* PROBLEM DESCRIPTION
Your answer should consist of the lines below that hold the word "this".

* Collected data entries
┄┄┄┄┄┄┄┄┄┄

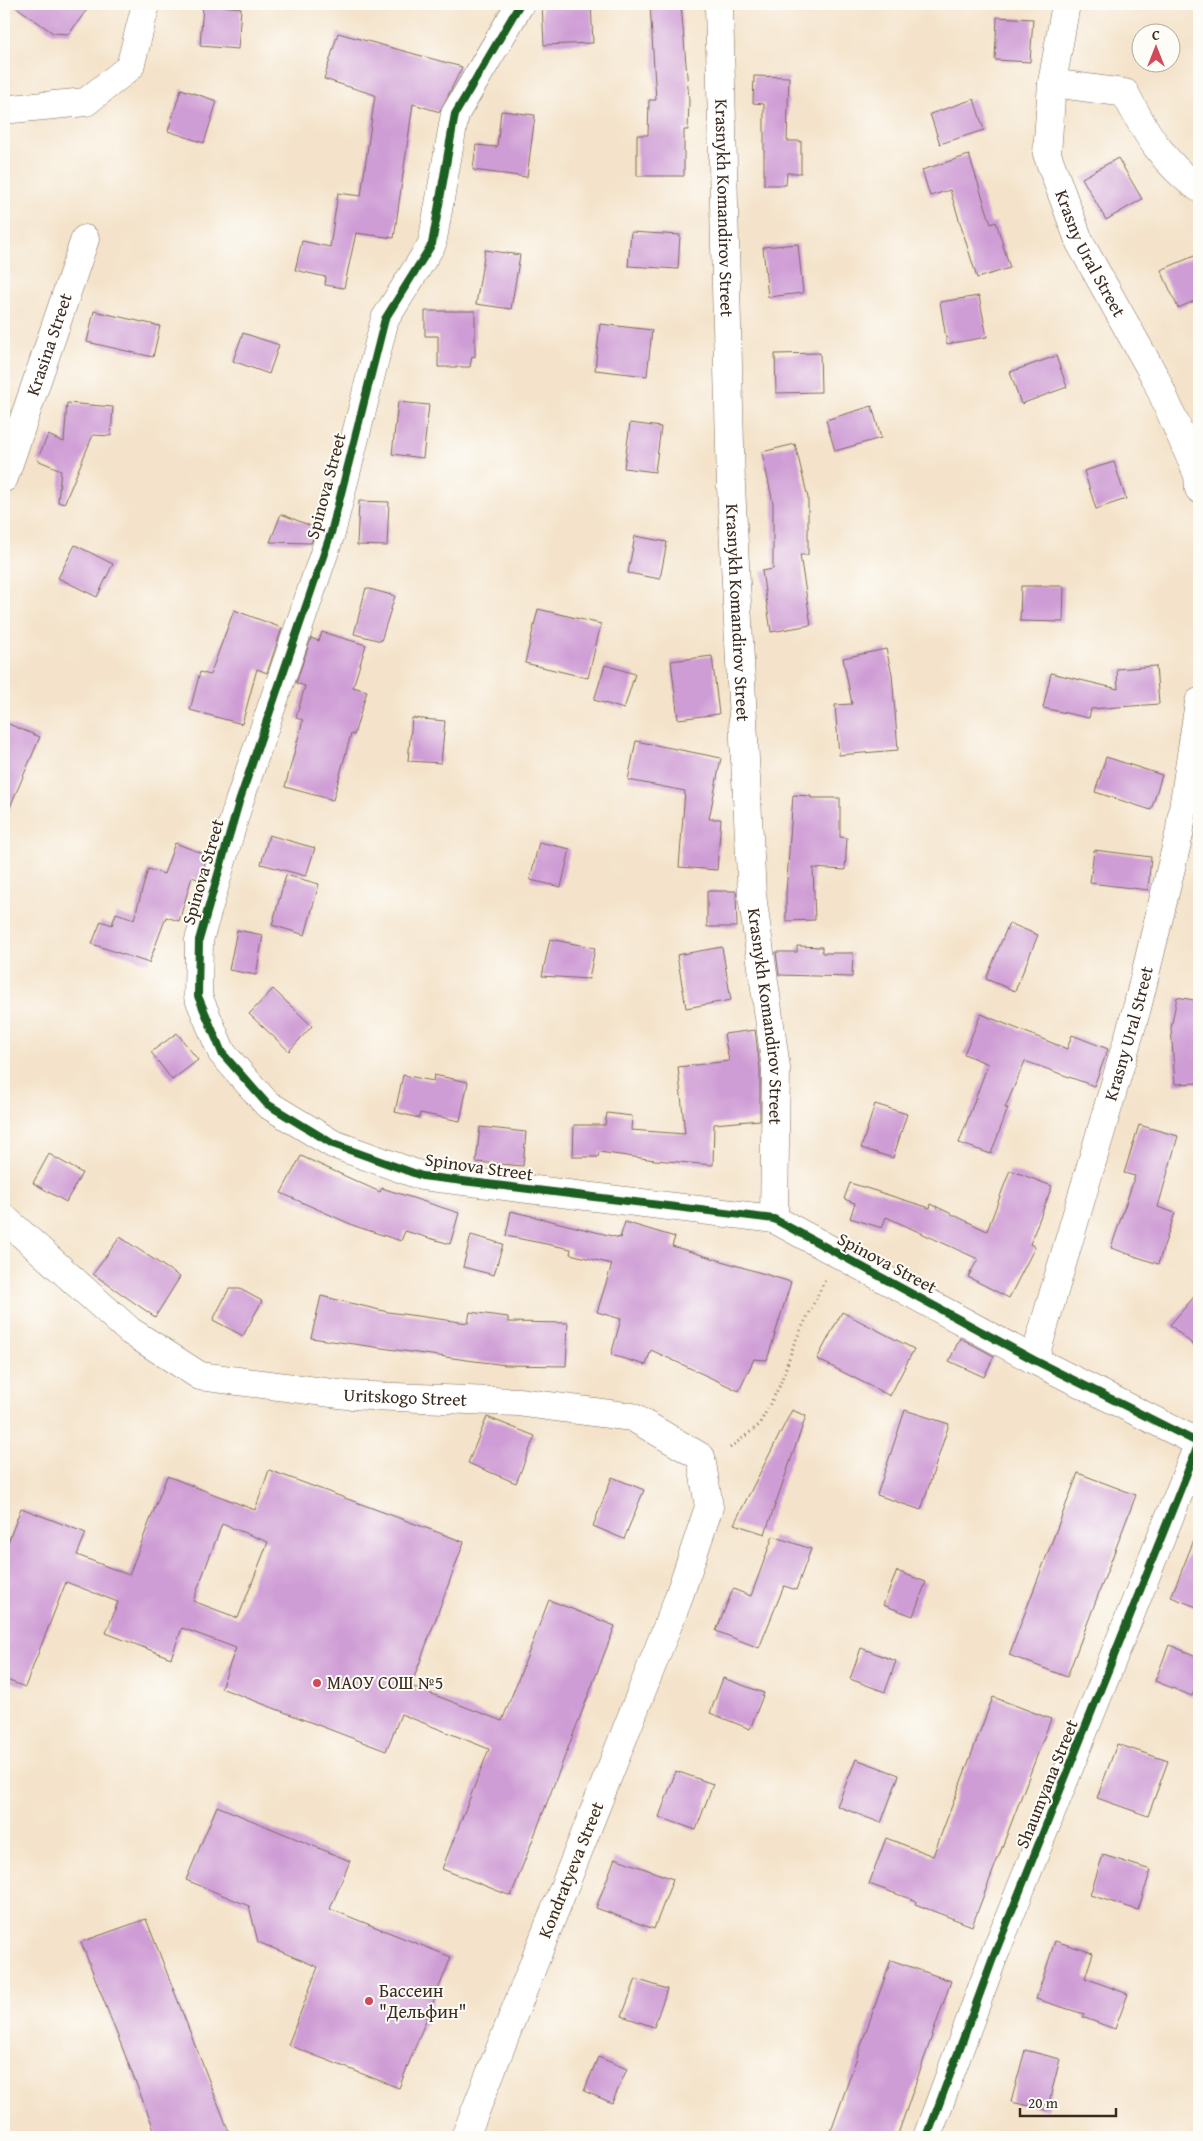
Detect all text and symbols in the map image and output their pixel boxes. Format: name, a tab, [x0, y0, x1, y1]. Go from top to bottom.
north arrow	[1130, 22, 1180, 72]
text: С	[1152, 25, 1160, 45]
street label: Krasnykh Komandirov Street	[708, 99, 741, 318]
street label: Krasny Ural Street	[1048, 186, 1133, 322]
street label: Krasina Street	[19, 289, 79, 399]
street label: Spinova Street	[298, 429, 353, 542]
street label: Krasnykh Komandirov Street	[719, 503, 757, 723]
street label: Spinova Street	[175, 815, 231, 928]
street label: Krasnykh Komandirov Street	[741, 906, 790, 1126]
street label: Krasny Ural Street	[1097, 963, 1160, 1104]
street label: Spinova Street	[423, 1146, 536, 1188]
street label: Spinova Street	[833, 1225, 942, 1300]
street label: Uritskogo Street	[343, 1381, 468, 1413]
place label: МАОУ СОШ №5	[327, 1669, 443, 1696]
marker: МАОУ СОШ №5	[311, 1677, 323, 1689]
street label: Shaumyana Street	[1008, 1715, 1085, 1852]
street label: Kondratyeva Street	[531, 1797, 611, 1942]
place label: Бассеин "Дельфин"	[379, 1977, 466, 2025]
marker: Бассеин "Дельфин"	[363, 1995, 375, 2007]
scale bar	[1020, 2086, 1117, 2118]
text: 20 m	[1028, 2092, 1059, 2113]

┄┄┄┄┄┄┄┄┄┄

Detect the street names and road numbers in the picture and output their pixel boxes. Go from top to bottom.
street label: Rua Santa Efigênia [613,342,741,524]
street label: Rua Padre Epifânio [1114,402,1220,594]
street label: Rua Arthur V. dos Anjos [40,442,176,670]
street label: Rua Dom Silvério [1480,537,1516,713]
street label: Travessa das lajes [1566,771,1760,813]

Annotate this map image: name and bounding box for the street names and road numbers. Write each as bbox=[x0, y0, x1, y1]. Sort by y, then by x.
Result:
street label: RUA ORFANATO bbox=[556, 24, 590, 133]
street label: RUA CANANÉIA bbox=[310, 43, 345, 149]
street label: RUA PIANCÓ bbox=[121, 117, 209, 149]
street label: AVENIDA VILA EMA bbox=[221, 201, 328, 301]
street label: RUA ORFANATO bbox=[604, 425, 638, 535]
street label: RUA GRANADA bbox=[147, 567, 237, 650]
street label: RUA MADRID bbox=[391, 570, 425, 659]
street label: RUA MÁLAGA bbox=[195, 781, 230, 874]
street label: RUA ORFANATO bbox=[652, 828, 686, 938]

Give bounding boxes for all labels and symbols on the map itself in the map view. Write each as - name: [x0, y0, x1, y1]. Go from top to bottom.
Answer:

┄┄┄┄┄┄┄┄┄┄

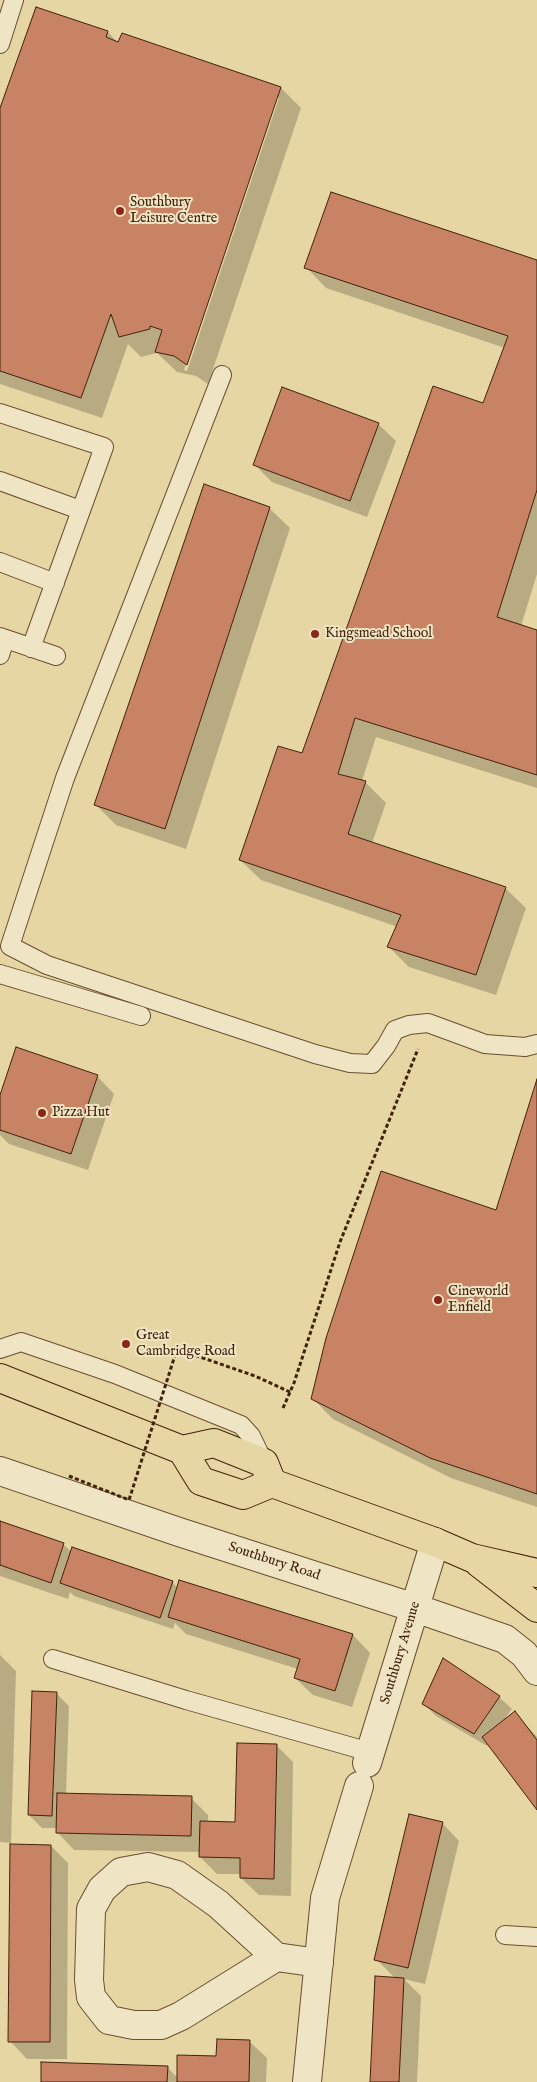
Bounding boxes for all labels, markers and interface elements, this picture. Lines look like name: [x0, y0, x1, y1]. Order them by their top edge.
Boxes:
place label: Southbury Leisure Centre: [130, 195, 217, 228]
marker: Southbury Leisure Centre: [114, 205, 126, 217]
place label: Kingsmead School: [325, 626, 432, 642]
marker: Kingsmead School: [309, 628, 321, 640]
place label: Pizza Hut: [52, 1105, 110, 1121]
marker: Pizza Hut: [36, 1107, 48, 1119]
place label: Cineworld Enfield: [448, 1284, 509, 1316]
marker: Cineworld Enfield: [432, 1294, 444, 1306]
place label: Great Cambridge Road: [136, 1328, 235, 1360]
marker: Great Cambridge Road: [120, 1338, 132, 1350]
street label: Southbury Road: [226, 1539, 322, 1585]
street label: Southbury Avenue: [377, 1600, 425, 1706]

┄┄┄┄┄┄┄┄┄┄

* ANSWER TO THE PROBLEM
Annotate this map image: name and bounding box for the street names and road numbers. Write each as bbox=[x0, y0, x1, y1]. Sort by y, then by x.
Bounding boxes for all labels, markers and interface elements, this picture. Lines look like name: [x0, y0, x1, y1]. Order them by their top edge.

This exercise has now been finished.